I’m not sharing this to brag or for “virtue signaling”. I’m sharing this because reading and authoring and mentoring is much more “profitable” to us as a society than arguing on Facebook, watching trending videos on the Internet, vegging out in front of the TV, or even being politically active. And “learning and sharing” (mentoring) is different than “preaching”.

I think that I became frustrated with my own circumstances recently because I was “preaching” — making myself heard and trying to prove myself right — instead of learning and sharing. It’s hard to get anyone but a captive audience to listen to such things, and it is easy to let one’s heart harden when one is blindly and loudly “preaching” — throwing seed around wildly with no thought as to what seed would be best, and with no attempts at plowing, mowing, weeding or maintaining.

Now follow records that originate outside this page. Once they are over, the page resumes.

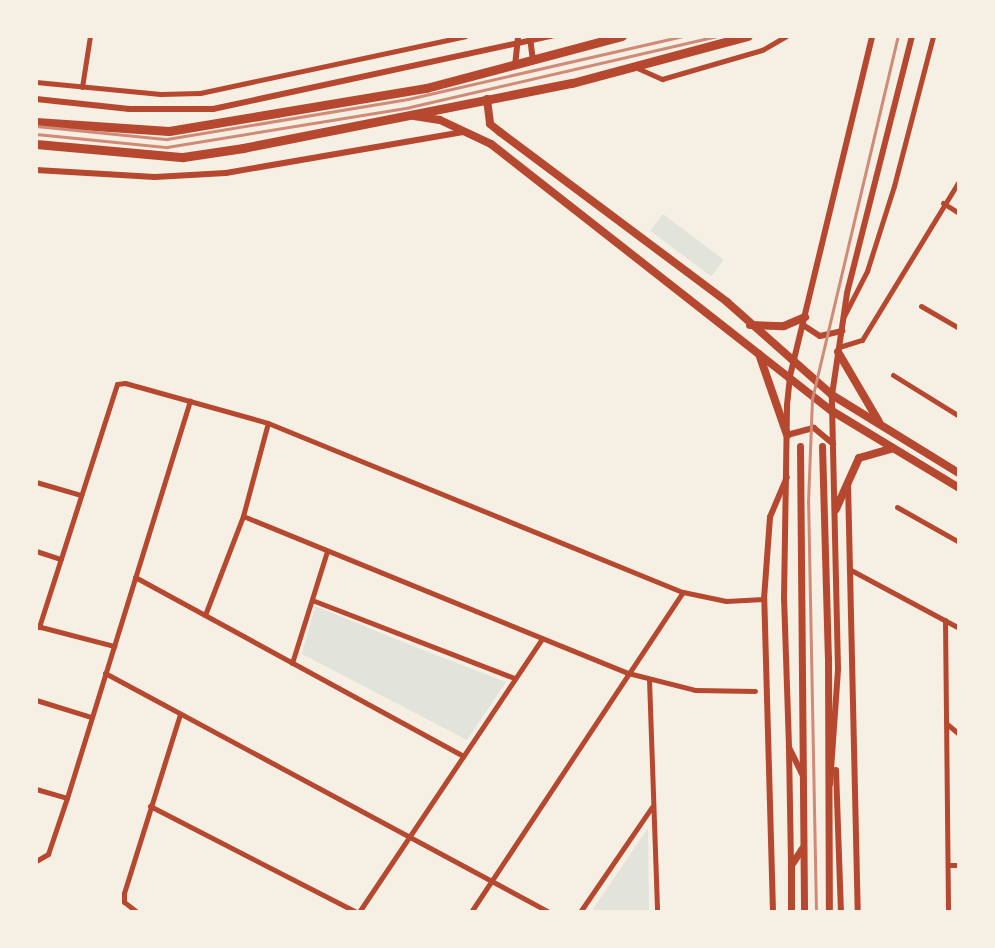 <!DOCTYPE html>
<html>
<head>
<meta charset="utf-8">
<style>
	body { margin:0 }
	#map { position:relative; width:995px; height:948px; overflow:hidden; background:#f6efe4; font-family:"DejaVu Sans",sans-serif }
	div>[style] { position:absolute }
	.green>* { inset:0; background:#e2e4dc; transform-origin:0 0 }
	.minor>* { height:5px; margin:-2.5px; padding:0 2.5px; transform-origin:2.5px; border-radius:2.5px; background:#b5482f }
	.tertiary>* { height:6px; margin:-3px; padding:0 3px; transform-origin:3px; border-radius:3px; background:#b5482f }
	.secondary>* { height:7px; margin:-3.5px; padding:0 3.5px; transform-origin:3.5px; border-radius:3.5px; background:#b5482f }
	.primary>* { height:8px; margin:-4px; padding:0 4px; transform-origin:4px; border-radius:4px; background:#b5482f }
	.trunk>* { height:9px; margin:-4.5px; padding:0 4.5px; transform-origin:4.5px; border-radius:4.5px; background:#b5482f }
	.rail>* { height:2.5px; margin:-1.25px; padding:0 1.25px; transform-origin:1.25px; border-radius:1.25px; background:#cf8b77 }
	span { translate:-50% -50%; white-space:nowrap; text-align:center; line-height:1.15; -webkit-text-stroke:4px #f6efe4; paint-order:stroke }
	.frame { position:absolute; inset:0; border:38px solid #f6efe4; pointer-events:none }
</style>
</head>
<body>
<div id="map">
	<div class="green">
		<div style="left:663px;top:214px;width:76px;height:21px;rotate:37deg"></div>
		<div style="clip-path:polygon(315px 606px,418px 648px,506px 682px,467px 740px,302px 654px)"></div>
		<div style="clip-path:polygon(648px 828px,649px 912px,591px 912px)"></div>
	</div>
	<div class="minor">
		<div style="left:635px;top:67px;width:30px;rotate:24deg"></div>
		<div style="left:662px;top:79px;width:104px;rotate:-16.2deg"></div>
		<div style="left:762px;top:50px;width:28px;rotate:-30deg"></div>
		<div style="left:36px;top:82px;width:125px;rotate:5.5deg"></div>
		<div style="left:160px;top:94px;width:40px;rotate:-1.4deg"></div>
		<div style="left:200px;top:93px;width:271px;rotate:-12.1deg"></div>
		<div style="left:82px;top:87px;width:52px;rotate:-81.1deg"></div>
		<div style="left:943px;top:203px;width:19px;rotate:32deg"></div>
		<div style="left:921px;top:306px;width:44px;rotate:30.1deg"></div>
		<div style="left:844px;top:316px;width:51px;rotate:-62.9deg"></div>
		<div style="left:867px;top:271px;width:89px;rotate:-72.4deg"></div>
		<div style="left:894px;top:186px;width:155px;rotate:-75.4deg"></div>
		<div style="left:839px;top:347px;width:24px;rotate:-17deg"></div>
		<div style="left:862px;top:340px;width:186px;rotate:-58.6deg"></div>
		<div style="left:893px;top:375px;width:78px;rotate:31.8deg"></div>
		<div style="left:36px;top:482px;width:47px;rotate:16.1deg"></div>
		<div style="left:897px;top:507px;width:71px;rotate:29.4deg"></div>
		<div style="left:243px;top:516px;width:416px;rotate:22.2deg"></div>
		<div style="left:628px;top:673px;width:69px;rotate:14.2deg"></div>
		<div style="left:695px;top:690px;width:60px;rotate:1deg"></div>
		<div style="left:36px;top:551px;width:26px;rotate:18deg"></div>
		<div style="left:849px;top:569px;width:125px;rotate:28.2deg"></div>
		<div style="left:135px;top:577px;width:374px;rotate:28.6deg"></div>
		<div style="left:312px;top:600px;width:217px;rotate:21.1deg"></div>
		<div style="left:205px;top:615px;width:106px;rotate:-69deg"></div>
		<div style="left:243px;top:516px;width:96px;rotate:-75deg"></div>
		<div style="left:945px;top:620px;width:292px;rotate:89.4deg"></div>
		<div style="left:37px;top:626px;width:80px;rotate:14.6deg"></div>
		<div style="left:39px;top:627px;width:255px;rotate:-72.2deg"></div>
		<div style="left:117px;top:384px;width:8px;rotate:-7deg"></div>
		<div style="left:125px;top:383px;width:148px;rotate:15.6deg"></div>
		<div style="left:268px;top:423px;width:448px;rotate:22.2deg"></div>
		<div style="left:683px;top:592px;width:44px;rotate:11.8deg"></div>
		<div style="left:726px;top:601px;width:38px;rotate:-3deg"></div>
		<div style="left:292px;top:663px;width:117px;rotate:-72.6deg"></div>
		<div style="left:105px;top:673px;width:504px;rotate:28.29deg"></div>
		<div style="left:649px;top:679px;width:233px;rotate:88deg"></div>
		<div style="left:36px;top:700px;width:58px;rotate:17.2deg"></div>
		<div style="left:947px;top:724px;width:16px;rotate:40deg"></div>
		<div style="left:36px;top:789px;width:32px;rotate:16deg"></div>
		<div style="left:150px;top:806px;width:232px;rotate:27.2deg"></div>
		<div style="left:36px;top:861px;width:14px;rotate:-30deg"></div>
		<div style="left:48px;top:854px;width:59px;rotate:-71.3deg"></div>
		<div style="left:67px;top:798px;width:416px;rotate:-72.8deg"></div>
		<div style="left:948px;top:865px;width:11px"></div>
		<div style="left:137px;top:912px;width:16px;rotate:-142deg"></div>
		<div style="left:124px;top:902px;width:9px;rotate:-90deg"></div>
		<div style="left:124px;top:893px;width:188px;rotate:-72.6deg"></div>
		<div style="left:359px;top:912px;width:329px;rotate:-56.2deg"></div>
		<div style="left:471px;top:912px;width:384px;rotate:-56.5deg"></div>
		<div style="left:580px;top:912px;width:127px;rotate:-55.6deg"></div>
	</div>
	<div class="tertiary">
		<div style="left:530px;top:37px;width:24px;rotate:83deg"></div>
		<div style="left:515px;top:66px;width:30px;rotate:-84deg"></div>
		<div style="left:36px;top:99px;width:94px;rotate:6.1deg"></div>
		<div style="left:129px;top:109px;width:84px"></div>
		<div style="left:213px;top:109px;width:347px;rotate:-12.2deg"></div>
		<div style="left:36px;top:170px;width:119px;rotate:3.4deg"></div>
		<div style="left:155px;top:177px;width:71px;rotate:-3.2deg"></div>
		<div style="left:226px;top:173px;width:242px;rotate:-9.8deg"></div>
		<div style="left:803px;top:325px;width:20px;rotate:33deg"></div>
		<div style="left:820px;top:336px;width:23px;rotate:-13deg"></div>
		<div style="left:787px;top:435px;width:28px;rotate:-15deg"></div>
		<div style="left:814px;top:428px;width:25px;rotate:40deg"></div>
		<div style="left:848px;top:483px;width:429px;rotate:88.7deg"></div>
		<div style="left:789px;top:749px;width:116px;rotate:89deg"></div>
		<div style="left:836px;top:770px;width:142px;rotate:88deg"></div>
		<div style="left:802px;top:774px;width:30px;rotate:-116deg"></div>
		<div style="left:789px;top:747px;width:148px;rotate:-91.9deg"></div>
		<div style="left:784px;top:599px;width:194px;rotate:-89.1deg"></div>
		<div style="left:787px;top:405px;width:29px;rotate:-84deg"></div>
		<div style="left:790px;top:376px;width:350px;rotate:-76.4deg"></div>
		<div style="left:830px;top:784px;width:115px;rotate:-86deg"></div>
		<div style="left:838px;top:669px;width:274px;rotate:-91.3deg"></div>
		<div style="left:832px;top:395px;width:103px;rotate:-81.6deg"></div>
		<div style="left:847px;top:293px;width:265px;rotate:-75.8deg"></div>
		<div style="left:773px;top:912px;width:313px;rotate:-91.6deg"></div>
		<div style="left:764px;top:599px;width:82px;rotate:-85.8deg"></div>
		<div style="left:770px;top:517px;width:43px;rotate:-67deg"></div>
	</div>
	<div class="secondary">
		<div style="left:800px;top:446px;width:466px;rotate:89.5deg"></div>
		<div style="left:822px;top:446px;width:211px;rotate:88.4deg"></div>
		<div style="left:828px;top:657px;width:255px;rotate:89.8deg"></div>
		<div style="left:791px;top:912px;width:47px;rotate:-90deg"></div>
		<div style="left:791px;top:865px;width:20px;rotate:-57deg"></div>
	</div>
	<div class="primary">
		<div style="left:487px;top:99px;width:25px;rotate:83deg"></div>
		<div style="left:490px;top:124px;width:13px;rotate:39deg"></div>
		<div style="left:500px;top:132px;width:284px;rotate:36.8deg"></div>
		<div style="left:727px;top:302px;width:140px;rotate:41.5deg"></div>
		<div style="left:832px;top:395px;width:149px;rotate:31.6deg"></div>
		<div style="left:414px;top:116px;width:26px;rotate:9deg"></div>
		<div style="left:440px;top:120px;width:56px;rotate:25.2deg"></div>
		<div style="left:491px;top:144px;width:433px;rotate:38.1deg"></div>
		<div style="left:832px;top:411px;width:149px;rotate:31.2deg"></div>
		<div style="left:750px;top:325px;width:34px;rotate:2deg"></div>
		<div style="left:784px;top:326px;width:23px;rotate:-23deg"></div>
		<div style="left:838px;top:352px;width:81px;rotate:59.6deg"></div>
		<div style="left:759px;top:354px;width:86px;rotate:70.9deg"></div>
		<div style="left:836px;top:509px;width:56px;rotate:-65.7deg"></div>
		<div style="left:859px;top:458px;width:35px;rotate:-16deg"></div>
	</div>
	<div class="trunk">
		<div style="left:36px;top:122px;width:133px;rotate:3.9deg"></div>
		<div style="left:169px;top:131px;width:261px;rotate:-9.5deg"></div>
		<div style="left:426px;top:88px;width:203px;rotate:-14.9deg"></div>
		<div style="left:36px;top:144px;width:148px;rotate:5.1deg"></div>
		<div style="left:183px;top:157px;width:61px;rotate:-8.5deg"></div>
		<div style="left:243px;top:148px;width:335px;rotate:-11.2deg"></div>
		<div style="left:572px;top:83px;width:182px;rotate:-15deg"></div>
	</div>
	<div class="rail">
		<div style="left:36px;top:126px;width:132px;rotate:5.7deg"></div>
		<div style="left:167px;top:139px;width:244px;rotate:-9.4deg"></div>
		<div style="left:408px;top:99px;width:283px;rotate:-12.9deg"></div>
		<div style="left:36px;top:134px;width:132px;rotate:5.7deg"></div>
		<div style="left:167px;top:147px;width:246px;rotate:-9.3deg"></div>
		<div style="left:410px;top:107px;width:315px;rotate:-13deg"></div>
		<div style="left:816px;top:912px;width:409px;rotate:-91.1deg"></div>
		<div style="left:808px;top:503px;width:104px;rotate:-87.8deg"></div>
		<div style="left:812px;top:399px;width:373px;rotate:-76.7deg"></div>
	</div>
	<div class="frame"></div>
</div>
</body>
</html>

I seem to go through seasons of my life where the circumstances and demands of the day, along with my responsibilities to family, friends, employer, etc. have me falling short time after time. I commit to a great idea of how I will do such and such each day, how I will stick to a certain schedule, how I will be consistent and unwavering. And I laugh at myself each time when I eventually fall short again of my “well intentioned plans”.

I’m going to tell you — read, grow, learn, preach, mentor, and live a purposeful life of worshipping God and spreading this Good News to the whole world. And when you look up and realize that things have drifted, that things have changed, that you need to refocus again — do it!

We all fall short. Don’t let the lies of the enemy tell you that because you fell short of your “perfect plan” that you ought to just give up and stop. No, God has a better plan than your best plan — and He has brought you to where you are for a time such as this. Don’t let the number of books on the shelf tell you anything about yourself — or the work you’ve done in the past be a measure of your success or failure. If God is for you, and He is in you, and He is with you, what can stand against you?

And if He isn’t, or if you aren’t sure that He is — then how about you talk with Him about that right now?